Version: 1.2.0 (using KDE 4.4.2) OS: Linux Hi, I think the find duplicates feature on digi-kam is great, but it is so slow to go through my 20,000 photos, almost all of which have duplicates, and delete the duplicates. So it would be great to have a batch program to delete the duplicates, including a feature to keep the largest of the duplicates. Reproducible: Didn't try
I would like to request the same feature. Just add a button "auto-delete duplicates". For a more comfortable version one could add criteria which one to keep: 1) largest one as suggested above (highest resolution) 2) latest one 3) keep the one from a prefered folder (hierarchy) list
I use this bug as container for bugs with equivalent wishlist
*** Bug 372378 has been marked as a duplicate of this bug. ***
From https://bugs.kde.org/show_bug.cgi?id=372378 : piotergmoter@hotmail.com 2016-11-12 09:24:38 UTC Digikam has powerfull search funtcion, which finds duplicates in albums. Nice feature to have would be to *do* something after the search with the images. The most obvious action could be: delete the duplicates, but the list could go on to different scenarios. This is the real example which occured after I have imported from the mobile camera 1000 photos which could be imported previously, a years ago. They have different file names of course, so from filesystem point of view they are different. I would like to clean my albums, but in automated way and wonder what is possible. P. ---- Wolfgang Scheffner 2016-11-12 18:14:05 UTC Seems a bit difficult to me. How can an automated process decide which one of two identical images to process (delete or whatever)? Of course you could set the threshold to 100% and then say it doesn't matter, just process one of them. But 1. your search result gets very small with 100% and 2. the process would still need a rule to decide and that will most likely not match everybody's needs.

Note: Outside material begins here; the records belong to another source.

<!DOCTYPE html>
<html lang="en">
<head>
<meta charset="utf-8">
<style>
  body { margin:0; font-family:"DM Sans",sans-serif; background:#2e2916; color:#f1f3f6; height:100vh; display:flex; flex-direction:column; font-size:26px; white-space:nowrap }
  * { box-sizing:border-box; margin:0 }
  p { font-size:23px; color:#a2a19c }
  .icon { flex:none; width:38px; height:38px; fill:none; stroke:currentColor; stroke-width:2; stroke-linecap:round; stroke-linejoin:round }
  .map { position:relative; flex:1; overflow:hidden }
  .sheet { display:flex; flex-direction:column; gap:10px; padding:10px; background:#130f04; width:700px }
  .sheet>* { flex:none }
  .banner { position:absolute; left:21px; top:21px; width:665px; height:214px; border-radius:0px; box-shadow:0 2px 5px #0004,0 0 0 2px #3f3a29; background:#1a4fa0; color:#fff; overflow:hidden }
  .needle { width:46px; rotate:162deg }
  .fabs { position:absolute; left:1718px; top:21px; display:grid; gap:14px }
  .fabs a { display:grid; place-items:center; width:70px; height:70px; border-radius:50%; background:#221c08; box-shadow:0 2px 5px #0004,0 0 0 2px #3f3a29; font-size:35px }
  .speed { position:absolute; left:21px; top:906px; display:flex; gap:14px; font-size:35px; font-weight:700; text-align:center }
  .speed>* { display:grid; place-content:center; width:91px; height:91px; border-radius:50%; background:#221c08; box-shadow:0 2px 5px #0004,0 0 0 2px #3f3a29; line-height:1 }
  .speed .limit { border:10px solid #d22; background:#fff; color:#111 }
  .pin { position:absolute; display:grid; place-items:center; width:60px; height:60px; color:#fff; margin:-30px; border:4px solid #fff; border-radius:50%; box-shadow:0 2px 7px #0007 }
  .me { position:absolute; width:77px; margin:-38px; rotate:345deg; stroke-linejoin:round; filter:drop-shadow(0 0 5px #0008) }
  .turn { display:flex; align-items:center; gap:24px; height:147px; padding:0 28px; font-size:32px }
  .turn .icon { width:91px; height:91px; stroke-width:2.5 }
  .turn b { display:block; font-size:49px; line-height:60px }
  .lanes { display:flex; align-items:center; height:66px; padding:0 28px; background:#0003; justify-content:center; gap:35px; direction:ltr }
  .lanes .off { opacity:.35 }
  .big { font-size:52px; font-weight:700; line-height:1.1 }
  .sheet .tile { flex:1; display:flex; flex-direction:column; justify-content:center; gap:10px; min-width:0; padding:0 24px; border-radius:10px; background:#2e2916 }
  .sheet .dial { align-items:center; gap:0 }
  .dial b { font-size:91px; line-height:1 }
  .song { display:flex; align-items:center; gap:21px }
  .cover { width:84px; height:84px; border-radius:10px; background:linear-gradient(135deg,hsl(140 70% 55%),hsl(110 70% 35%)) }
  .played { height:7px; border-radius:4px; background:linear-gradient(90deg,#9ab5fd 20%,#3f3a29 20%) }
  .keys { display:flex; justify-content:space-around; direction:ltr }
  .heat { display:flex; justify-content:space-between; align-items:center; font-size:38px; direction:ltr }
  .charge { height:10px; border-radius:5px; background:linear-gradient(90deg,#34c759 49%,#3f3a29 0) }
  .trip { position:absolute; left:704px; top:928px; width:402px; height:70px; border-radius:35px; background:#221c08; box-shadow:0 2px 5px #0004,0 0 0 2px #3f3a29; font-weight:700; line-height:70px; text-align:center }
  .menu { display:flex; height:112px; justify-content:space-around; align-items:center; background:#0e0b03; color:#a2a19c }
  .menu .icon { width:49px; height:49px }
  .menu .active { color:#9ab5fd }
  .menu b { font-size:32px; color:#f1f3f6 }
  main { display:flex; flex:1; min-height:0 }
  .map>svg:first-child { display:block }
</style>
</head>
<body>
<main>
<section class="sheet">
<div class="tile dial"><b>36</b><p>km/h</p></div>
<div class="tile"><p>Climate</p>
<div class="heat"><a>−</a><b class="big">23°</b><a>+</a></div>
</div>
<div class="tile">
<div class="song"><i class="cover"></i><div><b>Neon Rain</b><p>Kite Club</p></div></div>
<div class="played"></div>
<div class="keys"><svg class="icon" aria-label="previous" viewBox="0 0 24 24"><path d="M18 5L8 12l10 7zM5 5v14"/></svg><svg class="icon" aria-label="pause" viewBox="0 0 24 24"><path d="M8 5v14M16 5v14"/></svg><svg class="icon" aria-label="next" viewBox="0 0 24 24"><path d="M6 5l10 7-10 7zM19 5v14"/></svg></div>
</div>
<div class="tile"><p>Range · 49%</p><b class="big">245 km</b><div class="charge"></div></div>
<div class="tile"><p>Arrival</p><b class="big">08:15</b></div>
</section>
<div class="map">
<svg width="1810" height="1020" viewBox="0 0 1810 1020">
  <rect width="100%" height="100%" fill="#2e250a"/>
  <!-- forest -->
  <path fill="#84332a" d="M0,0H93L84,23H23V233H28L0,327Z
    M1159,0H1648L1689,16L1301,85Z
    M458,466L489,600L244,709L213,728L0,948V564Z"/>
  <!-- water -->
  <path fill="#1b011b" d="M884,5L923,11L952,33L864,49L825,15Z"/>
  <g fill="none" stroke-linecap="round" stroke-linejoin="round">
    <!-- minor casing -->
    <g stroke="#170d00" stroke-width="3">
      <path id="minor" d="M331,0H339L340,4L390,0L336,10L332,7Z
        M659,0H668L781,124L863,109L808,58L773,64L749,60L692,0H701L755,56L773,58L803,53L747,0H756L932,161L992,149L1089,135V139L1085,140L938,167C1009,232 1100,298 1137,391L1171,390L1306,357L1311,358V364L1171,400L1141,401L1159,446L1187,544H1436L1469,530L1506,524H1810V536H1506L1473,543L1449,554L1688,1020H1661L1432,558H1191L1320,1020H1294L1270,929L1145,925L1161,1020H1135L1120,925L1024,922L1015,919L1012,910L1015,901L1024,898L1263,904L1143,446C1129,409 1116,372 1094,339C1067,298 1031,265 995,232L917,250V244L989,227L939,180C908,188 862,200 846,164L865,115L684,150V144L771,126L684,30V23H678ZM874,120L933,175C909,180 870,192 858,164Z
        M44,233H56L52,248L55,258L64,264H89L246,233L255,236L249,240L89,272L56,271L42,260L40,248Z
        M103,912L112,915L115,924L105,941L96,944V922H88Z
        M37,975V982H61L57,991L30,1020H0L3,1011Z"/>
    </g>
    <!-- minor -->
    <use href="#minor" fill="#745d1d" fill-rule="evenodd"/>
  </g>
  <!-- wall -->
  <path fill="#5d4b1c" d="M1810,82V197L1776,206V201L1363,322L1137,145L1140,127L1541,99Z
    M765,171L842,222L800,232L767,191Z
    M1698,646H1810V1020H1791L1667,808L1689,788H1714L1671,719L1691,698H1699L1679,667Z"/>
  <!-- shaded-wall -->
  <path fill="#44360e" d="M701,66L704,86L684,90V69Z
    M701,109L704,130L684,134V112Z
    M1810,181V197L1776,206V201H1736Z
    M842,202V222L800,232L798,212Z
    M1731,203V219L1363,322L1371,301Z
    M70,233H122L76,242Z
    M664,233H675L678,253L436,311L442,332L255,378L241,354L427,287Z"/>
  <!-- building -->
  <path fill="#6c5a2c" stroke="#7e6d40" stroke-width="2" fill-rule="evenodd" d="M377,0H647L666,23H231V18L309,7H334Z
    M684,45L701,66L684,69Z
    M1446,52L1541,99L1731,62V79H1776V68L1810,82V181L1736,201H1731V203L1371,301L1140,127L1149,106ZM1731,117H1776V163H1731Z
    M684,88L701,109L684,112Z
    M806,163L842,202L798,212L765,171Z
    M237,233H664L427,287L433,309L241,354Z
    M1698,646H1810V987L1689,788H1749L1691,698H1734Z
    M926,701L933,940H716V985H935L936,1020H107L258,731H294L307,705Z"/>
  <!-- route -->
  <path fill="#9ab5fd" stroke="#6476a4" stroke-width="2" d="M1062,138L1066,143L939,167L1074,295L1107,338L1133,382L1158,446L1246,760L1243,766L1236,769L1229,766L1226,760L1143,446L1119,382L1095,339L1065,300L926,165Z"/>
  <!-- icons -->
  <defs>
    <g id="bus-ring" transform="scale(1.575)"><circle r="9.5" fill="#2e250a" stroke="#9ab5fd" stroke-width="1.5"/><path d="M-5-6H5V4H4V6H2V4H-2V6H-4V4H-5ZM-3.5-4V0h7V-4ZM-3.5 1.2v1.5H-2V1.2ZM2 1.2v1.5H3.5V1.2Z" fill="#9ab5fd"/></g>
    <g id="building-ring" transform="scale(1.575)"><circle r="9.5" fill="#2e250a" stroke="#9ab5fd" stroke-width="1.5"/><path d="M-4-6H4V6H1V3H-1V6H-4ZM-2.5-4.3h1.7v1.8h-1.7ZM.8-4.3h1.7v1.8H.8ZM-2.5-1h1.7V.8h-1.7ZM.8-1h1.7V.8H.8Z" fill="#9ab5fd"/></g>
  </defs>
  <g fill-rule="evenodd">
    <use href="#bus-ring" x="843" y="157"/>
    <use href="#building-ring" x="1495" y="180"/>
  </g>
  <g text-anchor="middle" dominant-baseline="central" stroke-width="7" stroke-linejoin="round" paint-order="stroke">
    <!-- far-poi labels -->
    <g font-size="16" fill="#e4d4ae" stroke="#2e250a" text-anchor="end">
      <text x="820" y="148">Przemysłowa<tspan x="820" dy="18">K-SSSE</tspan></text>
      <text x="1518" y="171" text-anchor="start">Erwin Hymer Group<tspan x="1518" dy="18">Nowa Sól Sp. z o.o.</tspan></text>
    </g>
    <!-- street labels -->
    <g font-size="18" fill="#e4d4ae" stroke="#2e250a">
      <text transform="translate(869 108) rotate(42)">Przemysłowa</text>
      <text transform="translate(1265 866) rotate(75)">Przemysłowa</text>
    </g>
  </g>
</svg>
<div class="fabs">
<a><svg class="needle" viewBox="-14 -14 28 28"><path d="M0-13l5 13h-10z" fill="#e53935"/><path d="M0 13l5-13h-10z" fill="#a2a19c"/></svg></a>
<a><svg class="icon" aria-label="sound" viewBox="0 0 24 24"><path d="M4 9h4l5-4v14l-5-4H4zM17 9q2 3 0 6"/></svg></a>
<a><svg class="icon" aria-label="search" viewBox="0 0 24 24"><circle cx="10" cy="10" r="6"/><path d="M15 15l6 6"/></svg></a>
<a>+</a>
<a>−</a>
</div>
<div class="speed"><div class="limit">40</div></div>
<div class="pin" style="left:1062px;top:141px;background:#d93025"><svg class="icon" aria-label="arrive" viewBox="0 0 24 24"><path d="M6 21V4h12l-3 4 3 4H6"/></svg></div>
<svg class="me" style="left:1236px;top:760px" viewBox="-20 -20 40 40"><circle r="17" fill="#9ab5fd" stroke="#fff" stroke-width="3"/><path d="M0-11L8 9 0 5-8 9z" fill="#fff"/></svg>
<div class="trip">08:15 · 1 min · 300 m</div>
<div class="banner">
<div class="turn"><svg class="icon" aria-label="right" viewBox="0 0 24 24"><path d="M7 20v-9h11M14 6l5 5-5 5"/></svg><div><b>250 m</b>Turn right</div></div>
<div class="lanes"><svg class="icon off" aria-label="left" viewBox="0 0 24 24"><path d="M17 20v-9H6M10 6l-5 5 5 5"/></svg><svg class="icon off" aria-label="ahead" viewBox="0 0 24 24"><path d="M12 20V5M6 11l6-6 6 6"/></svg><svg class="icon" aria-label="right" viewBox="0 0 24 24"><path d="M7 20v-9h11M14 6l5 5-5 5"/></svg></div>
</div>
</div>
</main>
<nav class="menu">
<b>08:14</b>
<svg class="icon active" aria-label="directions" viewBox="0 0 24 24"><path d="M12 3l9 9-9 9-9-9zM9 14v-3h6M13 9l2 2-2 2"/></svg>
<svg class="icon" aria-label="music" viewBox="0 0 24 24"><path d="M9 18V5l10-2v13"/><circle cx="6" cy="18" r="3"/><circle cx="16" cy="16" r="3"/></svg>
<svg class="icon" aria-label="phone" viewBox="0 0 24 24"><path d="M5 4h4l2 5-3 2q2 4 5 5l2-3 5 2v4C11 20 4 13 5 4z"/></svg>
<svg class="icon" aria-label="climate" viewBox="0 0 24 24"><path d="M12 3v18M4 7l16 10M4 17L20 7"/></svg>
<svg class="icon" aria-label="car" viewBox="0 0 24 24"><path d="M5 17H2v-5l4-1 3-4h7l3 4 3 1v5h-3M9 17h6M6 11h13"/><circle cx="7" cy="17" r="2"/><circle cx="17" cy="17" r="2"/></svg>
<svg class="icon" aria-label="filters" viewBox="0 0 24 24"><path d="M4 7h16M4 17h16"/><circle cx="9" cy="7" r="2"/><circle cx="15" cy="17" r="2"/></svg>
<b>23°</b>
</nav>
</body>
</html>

Similarity detection is great but completely useless for people starting out with DigiKam who have *lots* of duplicates. I bet this is a large majority of people especially if they use PhotoMove to structure there files (is preserves duplicate images). I don't understand why this is up for debate after 8 years. I have 100K images from merging multiple collections together. Thousands of them are 100% duplicates. It is impossible to delete them manually. I don't care what folder they are in, I just want them gone. > Seems a bit difficult to me This isn't difficult. Here's are two possible solutions. Both would be trivial to implement. The last one would at least allow the issue to be addressed externally. 1. Two new similarity options: [ ] Use largest image as reference image [ ] Hide reference images from results Checking these options would allow a person to select all "Ref. Images" on the left and then select all images on the right and then press delete. This doesn't work now because the reference image is displayed on the right side and may or may not be the largest (largest megapixel) image. 2. Allow the user to export the duplicate list of images to a csv file with some meta information and file path. This way I could write a script to delete duplicates myself. I could then choose to remove jpgs instead of cr2 or images with smaller megapixel sizes.
*** Bug 377523 has been marked as a duplicate of this bug. ***
same need for me, starting with Digikam I have a lot of duplicates coming from - too much phone pictures dumps - chat apps saved pictures dumps that are duplicates (with wrong metadatas) My 2 needs are also : - auto delete - choose an album as a prefered a higher priority source
Just found that other bug report https://bugs.kde.org/show_bug.cgi?id=388981 that is not really a duplicate but is very related to this request I also found an open source project that did the job for me https://dupeguru.voltaicideas.net/ Hope this can be usefull
*** Bug 430975 has been marked as a duplicate of this bug. ***
Wolfgang Scheffner 2016-11-12 18:14:05 UTC Seems a bit difficult to me. How can an automated process decide which one of two identical images to process (delete or whatever)? Of course you could set the threshold to 100% and then say it doesn't matter, just process one of them. But 1. your search result gets very small with 100% and 2. the process would still need a rule to decide and that will most likely not match everybody's needs. Hi Wolfgang, the dupeguru UI treat this problem by letting the user selecting which folder is the "master" one.